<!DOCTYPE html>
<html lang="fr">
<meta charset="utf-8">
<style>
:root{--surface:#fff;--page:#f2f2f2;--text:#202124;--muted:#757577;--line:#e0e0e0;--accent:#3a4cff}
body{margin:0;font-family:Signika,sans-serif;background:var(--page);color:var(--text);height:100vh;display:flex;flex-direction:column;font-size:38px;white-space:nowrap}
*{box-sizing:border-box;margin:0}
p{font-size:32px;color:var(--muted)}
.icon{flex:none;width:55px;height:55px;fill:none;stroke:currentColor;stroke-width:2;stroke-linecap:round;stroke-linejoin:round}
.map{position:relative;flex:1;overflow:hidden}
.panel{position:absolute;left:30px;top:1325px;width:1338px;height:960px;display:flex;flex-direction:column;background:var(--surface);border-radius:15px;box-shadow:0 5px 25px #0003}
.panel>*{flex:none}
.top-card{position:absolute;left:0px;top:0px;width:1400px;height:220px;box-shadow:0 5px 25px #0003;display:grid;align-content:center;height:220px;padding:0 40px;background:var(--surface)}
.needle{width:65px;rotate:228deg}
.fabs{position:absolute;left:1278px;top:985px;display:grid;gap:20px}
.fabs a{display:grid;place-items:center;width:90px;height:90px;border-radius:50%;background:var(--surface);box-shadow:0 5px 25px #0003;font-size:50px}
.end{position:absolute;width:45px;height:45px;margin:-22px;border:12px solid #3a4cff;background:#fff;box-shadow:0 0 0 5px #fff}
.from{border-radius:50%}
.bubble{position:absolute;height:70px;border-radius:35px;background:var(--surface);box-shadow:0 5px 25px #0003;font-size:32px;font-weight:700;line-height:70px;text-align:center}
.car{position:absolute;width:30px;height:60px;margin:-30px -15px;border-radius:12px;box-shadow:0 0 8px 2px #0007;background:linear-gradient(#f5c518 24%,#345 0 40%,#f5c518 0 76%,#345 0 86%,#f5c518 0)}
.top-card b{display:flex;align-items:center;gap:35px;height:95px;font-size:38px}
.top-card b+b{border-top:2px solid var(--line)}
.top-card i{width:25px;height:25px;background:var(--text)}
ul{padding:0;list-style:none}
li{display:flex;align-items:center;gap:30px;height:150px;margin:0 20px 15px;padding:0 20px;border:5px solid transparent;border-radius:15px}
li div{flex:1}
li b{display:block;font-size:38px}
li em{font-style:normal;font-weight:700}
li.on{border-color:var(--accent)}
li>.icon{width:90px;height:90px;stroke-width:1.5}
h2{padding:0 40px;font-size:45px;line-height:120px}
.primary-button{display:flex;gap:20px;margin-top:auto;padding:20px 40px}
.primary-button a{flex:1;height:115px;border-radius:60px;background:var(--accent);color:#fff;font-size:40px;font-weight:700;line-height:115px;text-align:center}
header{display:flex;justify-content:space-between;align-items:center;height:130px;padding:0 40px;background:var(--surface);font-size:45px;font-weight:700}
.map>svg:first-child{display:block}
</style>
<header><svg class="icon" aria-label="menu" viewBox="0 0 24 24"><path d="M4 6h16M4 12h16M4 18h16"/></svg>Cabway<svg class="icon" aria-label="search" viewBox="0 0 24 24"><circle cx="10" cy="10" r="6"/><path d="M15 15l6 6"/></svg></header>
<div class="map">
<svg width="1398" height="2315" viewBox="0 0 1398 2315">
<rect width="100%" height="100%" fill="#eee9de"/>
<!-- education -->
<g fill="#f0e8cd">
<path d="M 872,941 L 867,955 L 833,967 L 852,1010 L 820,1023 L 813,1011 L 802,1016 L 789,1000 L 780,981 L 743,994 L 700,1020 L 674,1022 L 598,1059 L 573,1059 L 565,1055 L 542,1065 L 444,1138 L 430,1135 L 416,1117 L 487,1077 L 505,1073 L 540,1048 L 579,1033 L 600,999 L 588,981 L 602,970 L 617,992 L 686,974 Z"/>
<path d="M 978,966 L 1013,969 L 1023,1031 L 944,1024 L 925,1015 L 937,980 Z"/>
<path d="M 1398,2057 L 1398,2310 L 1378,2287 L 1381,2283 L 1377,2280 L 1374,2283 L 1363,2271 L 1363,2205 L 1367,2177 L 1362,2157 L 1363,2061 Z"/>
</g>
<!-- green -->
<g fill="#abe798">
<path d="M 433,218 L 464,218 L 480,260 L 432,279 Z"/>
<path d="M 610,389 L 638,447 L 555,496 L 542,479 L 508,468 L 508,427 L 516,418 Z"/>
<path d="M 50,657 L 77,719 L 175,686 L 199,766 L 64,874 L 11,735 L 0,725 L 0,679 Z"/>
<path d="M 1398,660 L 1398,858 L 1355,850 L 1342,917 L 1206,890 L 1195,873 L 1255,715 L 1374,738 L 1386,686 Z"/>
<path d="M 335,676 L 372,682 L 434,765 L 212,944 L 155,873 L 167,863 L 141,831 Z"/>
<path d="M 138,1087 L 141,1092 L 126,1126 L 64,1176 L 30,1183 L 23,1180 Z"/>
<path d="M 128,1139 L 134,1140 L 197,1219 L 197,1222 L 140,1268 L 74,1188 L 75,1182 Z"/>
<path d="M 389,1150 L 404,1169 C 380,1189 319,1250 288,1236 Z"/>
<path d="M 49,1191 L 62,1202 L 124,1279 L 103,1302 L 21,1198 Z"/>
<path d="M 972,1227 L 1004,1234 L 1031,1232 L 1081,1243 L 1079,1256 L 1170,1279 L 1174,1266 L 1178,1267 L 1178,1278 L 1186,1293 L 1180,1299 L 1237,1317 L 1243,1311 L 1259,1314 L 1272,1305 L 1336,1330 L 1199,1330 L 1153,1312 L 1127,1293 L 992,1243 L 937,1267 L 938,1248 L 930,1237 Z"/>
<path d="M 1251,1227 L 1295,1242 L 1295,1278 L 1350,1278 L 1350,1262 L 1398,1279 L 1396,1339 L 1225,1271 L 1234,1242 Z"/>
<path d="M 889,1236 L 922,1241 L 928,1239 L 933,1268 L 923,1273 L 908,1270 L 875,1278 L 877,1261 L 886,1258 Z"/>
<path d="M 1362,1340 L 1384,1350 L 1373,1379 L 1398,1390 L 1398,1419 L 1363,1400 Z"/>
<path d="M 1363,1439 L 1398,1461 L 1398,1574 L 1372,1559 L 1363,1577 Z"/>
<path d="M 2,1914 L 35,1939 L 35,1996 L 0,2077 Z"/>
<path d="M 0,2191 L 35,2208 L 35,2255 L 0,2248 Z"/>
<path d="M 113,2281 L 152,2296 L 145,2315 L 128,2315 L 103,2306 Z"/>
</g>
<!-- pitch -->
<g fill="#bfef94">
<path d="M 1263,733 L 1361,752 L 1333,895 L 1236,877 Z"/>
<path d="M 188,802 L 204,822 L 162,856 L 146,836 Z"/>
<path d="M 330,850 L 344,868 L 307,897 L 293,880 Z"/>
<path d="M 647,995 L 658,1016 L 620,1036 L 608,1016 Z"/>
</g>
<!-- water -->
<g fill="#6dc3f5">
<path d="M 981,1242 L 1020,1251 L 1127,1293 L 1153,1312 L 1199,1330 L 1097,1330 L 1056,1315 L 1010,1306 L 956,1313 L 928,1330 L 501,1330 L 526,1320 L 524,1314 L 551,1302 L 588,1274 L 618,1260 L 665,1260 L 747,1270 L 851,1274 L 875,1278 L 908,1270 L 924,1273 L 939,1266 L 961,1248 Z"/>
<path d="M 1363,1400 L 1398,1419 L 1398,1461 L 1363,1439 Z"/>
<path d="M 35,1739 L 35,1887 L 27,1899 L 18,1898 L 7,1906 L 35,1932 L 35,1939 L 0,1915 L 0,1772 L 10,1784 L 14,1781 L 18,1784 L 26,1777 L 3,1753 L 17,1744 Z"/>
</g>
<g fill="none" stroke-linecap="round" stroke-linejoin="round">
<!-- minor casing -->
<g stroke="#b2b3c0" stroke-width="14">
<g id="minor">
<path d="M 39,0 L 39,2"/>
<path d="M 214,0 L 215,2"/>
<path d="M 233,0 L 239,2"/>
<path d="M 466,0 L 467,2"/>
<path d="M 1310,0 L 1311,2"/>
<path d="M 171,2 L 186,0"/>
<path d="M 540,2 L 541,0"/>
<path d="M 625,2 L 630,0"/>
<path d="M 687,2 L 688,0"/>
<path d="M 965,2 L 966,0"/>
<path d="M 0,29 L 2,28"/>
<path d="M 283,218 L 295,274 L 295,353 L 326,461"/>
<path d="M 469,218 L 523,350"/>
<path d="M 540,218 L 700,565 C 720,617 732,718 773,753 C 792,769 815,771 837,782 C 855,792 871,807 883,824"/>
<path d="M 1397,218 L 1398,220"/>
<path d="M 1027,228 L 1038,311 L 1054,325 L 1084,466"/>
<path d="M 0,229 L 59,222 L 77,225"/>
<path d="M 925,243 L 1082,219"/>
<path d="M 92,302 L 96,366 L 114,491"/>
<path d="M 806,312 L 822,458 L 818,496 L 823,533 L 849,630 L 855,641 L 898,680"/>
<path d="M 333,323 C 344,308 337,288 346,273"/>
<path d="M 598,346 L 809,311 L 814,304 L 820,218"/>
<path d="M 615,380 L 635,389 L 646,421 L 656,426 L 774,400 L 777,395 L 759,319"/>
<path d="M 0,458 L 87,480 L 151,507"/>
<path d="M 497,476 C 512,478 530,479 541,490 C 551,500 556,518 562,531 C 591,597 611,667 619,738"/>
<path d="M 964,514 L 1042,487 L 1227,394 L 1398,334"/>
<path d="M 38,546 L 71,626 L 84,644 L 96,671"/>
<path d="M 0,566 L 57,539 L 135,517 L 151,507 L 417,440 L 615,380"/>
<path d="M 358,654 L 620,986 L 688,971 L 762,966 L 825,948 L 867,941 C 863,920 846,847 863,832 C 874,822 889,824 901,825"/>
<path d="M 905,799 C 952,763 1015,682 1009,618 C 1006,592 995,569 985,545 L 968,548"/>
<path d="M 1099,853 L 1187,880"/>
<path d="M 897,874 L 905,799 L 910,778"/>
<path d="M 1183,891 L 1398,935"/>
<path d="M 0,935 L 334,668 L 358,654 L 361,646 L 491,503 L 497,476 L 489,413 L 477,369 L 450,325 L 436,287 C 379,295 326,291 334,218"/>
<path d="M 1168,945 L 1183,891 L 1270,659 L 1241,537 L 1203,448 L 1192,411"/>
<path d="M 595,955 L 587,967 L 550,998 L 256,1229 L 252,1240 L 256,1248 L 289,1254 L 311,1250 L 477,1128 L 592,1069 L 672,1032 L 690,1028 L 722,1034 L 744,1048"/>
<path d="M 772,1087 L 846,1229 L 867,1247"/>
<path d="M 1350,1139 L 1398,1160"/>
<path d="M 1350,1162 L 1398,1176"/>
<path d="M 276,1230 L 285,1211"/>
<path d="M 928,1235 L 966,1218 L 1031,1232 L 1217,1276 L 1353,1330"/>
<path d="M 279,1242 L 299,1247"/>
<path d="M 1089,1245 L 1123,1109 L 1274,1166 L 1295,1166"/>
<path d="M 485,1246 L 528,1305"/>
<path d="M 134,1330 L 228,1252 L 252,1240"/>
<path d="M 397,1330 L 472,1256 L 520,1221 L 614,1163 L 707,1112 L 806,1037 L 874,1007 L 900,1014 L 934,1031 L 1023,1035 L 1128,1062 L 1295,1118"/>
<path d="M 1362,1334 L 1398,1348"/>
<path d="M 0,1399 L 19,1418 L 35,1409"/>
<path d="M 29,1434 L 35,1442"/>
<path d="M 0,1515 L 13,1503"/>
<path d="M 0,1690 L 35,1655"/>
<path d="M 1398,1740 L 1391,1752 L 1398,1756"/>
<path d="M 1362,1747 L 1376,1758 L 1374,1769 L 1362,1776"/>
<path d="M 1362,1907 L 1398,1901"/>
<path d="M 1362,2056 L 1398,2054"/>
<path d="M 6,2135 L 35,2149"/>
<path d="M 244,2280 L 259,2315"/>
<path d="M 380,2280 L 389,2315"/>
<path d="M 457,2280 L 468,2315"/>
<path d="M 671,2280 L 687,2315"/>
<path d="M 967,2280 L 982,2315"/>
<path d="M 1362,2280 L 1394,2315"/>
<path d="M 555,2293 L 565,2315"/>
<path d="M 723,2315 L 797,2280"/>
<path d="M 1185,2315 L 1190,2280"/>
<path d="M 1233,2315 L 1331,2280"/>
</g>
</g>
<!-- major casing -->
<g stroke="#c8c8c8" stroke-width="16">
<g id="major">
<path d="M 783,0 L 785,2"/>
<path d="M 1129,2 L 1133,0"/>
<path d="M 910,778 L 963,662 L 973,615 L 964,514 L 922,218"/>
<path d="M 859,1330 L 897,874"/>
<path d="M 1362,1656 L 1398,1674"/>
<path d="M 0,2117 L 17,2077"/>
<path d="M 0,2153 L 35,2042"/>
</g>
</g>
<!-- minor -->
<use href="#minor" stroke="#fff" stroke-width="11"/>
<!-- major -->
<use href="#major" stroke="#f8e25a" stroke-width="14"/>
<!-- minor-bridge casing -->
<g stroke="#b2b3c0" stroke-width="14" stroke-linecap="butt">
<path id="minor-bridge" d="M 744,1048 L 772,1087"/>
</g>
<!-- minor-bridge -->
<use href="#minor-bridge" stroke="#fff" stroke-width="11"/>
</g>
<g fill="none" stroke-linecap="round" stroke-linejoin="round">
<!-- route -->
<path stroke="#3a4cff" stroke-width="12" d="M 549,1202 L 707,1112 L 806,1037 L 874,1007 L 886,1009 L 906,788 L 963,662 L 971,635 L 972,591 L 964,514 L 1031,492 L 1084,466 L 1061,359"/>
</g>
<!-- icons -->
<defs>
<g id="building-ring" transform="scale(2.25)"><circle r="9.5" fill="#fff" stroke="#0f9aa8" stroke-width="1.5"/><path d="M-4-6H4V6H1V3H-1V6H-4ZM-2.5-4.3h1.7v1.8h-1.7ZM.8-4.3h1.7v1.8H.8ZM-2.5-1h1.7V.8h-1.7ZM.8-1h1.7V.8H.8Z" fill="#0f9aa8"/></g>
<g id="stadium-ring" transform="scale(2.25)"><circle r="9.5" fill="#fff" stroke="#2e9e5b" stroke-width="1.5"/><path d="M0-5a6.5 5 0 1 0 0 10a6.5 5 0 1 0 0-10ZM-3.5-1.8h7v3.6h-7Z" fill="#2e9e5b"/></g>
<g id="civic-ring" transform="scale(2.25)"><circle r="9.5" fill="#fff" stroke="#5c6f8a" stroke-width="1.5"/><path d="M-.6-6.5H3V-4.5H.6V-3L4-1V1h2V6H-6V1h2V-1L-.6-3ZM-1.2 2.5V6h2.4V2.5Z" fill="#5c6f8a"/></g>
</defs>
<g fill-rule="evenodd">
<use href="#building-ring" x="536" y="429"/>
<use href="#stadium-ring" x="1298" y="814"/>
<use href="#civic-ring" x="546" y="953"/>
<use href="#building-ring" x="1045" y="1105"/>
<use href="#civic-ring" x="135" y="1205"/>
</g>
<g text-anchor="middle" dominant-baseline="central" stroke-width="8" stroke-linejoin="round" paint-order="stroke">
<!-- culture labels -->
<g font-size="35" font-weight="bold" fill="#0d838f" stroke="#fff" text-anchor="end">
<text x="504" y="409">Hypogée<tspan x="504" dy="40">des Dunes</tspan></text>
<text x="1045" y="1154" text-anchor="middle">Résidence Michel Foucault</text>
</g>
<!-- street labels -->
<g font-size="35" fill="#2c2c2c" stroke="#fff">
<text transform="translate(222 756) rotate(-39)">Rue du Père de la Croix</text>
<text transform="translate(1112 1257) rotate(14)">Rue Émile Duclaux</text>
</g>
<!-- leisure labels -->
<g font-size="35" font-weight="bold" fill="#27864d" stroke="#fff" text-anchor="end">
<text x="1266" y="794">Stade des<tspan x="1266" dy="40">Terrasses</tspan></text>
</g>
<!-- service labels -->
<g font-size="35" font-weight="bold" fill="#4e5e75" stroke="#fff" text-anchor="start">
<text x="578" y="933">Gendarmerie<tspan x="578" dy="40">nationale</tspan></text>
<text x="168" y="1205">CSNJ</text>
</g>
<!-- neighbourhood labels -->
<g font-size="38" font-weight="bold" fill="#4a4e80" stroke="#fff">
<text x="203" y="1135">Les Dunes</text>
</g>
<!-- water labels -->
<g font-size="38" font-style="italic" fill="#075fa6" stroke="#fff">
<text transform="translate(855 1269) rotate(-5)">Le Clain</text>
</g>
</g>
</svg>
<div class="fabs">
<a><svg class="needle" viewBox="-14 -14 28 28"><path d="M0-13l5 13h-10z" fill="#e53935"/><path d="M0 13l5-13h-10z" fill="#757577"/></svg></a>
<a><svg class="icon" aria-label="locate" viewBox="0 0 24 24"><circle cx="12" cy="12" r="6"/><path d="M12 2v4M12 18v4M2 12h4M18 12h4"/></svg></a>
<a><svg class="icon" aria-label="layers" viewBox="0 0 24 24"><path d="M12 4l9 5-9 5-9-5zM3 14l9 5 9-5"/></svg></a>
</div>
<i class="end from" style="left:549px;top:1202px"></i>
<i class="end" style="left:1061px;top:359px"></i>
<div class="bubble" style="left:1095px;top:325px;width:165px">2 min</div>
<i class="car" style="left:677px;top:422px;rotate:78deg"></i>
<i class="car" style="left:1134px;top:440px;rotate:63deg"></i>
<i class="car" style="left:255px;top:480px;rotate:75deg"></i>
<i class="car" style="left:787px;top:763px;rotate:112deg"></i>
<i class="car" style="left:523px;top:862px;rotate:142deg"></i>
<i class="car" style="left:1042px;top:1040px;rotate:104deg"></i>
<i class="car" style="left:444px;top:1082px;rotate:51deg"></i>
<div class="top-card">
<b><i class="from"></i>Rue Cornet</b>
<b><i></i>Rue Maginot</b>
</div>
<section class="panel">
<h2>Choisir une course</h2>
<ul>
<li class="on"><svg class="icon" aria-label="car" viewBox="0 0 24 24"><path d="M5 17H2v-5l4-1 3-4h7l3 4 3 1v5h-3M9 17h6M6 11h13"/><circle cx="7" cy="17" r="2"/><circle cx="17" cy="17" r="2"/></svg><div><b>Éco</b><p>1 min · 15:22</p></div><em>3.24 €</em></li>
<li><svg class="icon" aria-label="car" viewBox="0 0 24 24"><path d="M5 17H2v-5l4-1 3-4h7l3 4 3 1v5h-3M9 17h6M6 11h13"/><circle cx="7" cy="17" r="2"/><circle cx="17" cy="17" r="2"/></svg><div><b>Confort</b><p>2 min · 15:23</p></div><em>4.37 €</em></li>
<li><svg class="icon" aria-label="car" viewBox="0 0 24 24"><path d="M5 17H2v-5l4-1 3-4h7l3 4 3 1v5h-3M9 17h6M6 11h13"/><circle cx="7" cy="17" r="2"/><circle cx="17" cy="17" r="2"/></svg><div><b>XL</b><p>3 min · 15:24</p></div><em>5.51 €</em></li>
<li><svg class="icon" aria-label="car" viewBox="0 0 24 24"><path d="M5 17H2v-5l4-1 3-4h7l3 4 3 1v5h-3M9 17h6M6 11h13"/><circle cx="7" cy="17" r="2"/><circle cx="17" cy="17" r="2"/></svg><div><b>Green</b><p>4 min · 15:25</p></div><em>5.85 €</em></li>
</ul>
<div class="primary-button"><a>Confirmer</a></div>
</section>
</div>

_PROBLEM TO WORK ON:_ Filter on the word "bubble": copy each matching line from the entries above.

_TASK RESULT:_
.bubble{position:absolute;height:70px;border-radius:35px;background:var(--surface);box-shadow:0 5px 25px #0003;font-size:32px;font-weight:700;line-height:70px;text-align:center}
<div class="bubble" style="left:1095px;top:325px;width:165px">2 min</div>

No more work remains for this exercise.